Start of Block
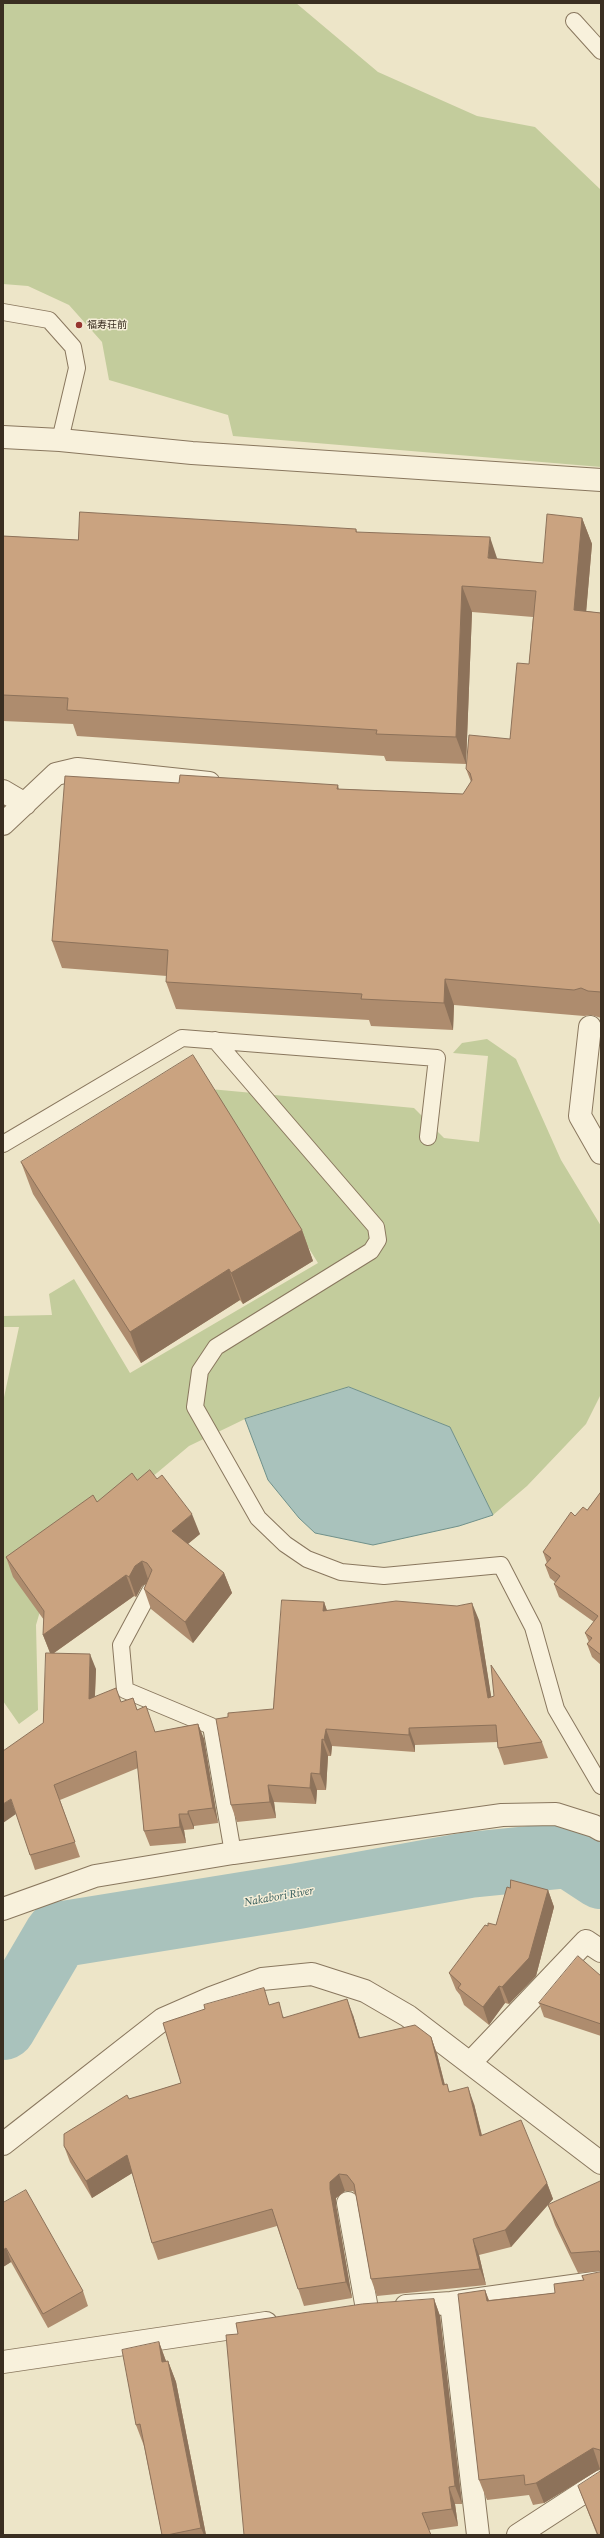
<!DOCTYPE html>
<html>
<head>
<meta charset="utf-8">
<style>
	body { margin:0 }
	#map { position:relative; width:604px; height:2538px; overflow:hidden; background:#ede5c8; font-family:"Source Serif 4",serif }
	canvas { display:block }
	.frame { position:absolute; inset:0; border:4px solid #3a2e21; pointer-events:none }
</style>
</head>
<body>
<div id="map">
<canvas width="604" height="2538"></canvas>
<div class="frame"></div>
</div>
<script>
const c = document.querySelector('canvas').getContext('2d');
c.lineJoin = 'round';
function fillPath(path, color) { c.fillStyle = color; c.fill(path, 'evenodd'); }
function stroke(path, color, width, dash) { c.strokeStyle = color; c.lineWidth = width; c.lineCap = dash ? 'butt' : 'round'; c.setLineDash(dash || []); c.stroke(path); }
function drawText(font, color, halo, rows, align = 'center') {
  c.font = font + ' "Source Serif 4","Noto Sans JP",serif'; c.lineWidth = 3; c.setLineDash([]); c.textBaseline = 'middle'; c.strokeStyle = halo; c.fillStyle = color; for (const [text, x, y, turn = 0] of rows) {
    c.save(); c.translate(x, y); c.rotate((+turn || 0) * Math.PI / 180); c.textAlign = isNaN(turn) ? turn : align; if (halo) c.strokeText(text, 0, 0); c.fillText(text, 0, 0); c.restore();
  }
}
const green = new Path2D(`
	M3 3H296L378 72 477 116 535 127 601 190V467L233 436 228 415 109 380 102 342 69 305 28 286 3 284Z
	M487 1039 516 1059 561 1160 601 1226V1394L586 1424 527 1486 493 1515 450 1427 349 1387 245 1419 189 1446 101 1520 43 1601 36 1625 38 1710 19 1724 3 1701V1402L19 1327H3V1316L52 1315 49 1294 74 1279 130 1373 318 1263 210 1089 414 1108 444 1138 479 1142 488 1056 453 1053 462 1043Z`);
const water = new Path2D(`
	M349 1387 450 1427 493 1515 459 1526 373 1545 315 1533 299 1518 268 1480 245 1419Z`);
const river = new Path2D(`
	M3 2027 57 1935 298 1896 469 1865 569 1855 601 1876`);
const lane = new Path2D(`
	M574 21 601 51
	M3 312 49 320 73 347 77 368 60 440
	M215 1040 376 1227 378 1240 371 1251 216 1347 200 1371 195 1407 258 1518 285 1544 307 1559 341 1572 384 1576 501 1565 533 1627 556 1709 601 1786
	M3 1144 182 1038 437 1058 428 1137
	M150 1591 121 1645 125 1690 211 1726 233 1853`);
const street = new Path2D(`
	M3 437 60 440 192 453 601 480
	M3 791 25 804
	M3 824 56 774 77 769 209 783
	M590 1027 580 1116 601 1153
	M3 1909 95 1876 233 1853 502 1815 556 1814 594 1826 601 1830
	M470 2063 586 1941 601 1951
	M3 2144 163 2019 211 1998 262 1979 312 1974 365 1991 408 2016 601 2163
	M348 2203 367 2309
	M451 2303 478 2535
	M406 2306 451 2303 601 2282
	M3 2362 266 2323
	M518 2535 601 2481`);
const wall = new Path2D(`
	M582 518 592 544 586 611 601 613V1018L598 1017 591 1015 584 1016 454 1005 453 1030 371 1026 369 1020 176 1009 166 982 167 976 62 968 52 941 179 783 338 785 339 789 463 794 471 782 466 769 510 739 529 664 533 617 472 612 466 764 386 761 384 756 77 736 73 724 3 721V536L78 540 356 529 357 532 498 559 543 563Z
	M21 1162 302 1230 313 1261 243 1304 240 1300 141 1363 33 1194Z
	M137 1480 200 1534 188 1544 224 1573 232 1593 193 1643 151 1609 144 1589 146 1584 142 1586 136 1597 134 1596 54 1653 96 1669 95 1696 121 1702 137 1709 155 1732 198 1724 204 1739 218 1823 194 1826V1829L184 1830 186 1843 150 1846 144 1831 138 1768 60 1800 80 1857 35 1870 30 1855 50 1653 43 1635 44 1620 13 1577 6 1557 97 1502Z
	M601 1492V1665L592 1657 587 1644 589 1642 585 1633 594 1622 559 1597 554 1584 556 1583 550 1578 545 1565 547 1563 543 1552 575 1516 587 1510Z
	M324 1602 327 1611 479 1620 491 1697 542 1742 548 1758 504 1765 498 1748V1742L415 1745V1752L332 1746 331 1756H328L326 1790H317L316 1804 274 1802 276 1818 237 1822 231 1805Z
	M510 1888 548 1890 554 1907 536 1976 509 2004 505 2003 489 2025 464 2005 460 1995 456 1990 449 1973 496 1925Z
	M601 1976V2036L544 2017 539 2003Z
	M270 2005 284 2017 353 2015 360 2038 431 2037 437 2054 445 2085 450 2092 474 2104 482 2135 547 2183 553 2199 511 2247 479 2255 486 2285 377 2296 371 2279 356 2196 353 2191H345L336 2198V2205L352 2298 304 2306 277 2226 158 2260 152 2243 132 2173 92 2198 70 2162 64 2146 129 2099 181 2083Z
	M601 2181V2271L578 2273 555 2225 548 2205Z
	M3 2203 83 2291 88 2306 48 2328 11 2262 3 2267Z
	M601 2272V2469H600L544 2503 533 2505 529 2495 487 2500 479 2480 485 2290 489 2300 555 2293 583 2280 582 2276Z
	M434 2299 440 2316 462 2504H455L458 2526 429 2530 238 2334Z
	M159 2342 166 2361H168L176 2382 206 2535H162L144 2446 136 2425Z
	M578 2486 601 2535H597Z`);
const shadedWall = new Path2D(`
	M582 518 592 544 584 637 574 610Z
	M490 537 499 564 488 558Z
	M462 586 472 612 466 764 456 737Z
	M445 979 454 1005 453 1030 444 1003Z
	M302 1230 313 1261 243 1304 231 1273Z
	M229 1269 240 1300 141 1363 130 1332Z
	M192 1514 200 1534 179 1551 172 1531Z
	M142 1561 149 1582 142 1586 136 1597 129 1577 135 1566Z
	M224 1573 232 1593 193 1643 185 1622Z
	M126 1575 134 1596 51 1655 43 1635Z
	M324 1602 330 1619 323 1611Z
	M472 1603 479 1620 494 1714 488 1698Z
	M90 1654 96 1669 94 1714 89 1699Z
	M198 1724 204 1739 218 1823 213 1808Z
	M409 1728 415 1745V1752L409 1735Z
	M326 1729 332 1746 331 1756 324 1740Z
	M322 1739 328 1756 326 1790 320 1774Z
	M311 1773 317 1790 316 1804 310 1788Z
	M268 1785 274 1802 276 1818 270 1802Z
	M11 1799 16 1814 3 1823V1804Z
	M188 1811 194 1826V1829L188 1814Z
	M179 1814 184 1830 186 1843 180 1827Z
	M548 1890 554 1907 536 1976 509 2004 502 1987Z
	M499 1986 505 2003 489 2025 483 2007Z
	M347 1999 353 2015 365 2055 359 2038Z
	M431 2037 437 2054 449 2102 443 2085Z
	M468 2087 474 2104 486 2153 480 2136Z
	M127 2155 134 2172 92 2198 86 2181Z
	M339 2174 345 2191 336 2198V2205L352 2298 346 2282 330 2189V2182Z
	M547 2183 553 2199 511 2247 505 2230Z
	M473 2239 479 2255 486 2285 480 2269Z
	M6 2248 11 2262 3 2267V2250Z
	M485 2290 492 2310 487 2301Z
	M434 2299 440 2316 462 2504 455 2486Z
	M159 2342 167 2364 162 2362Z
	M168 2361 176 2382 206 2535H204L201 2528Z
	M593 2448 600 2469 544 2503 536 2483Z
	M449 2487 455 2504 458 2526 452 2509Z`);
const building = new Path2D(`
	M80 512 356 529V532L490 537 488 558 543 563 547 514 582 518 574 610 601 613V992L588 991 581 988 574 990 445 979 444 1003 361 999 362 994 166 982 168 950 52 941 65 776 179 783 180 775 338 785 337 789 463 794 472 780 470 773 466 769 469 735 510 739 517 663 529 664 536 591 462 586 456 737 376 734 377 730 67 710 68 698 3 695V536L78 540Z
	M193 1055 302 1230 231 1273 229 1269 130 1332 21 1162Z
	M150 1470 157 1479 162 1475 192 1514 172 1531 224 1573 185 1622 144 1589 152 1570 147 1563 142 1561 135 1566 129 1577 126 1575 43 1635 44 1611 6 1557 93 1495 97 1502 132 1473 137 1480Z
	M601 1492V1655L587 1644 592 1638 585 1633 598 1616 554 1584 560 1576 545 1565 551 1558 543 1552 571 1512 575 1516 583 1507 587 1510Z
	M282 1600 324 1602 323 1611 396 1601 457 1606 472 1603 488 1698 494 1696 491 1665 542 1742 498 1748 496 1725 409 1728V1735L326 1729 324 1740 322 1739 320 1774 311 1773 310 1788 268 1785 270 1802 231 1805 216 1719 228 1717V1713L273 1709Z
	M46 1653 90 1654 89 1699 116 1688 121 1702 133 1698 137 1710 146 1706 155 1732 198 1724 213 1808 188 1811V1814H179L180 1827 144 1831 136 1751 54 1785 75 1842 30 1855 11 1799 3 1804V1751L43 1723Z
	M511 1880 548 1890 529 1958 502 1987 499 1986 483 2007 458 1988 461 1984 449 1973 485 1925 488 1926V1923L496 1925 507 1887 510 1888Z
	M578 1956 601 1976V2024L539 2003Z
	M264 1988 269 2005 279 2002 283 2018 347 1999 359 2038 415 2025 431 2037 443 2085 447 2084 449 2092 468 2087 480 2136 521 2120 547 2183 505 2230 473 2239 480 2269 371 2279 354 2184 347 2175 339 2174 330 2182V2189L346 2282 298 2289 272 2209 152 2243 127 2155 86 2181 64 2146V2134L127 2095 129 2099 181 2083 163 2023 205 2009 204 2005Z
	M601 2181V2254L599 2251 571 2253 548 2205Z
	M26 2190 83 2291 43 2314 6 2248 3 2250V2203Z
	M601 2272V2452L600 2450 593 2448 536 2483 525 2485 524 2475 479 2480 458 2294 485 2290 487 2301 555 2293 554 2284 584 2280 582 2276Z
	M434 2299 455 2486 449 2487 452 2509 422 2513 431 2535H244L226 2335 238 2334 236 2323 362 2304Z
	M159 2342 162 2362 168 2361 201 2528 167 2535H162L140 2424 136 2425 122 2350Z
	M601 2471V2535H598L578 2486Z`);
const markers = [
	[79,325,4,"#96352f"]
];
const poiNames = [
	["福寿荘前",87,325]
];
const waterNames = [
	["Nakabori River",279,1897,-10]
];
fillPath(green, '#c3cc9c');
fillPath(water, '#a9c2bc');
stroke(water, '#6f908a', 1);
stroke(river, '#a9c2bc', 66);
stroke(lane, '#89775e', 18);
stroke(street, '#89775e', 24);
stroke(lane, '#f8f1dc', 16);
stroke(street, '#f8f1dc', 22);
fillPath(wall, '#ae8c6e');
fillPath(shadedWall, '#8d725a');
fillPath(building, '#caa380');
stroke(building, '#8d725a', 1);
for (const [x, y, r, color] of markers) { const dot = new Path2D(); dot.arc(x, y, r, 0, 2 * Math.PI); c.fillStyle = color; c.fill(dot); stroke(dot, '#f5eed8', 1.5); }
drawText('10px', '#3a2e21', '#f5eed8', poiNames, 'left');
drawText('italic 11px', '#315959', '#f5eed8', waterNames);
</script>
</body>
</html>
End of Block
Activity. Go through the entries above and pull out each line with "turn" in it.

Problem solution.
  c.font = font + ' "Source Serif 4","Noto Sans JP",serif'; c.lineWidth = 3; c.setLineDash([]); c.textBaseline = 'middle'; c.strokeStyle = halo; c.fillStyle = color; for (const [text, x, y, turn = 0] of rows) {
    c.save(); c.translate(x, y); c.rotate((+turn || 0) * Math.PI / 180); c.textAlign = isNaN(turn) ? turn : align; if (halo) c.strokeText(text, 0, 0); c.fillText(text, 0, 0); c.restore();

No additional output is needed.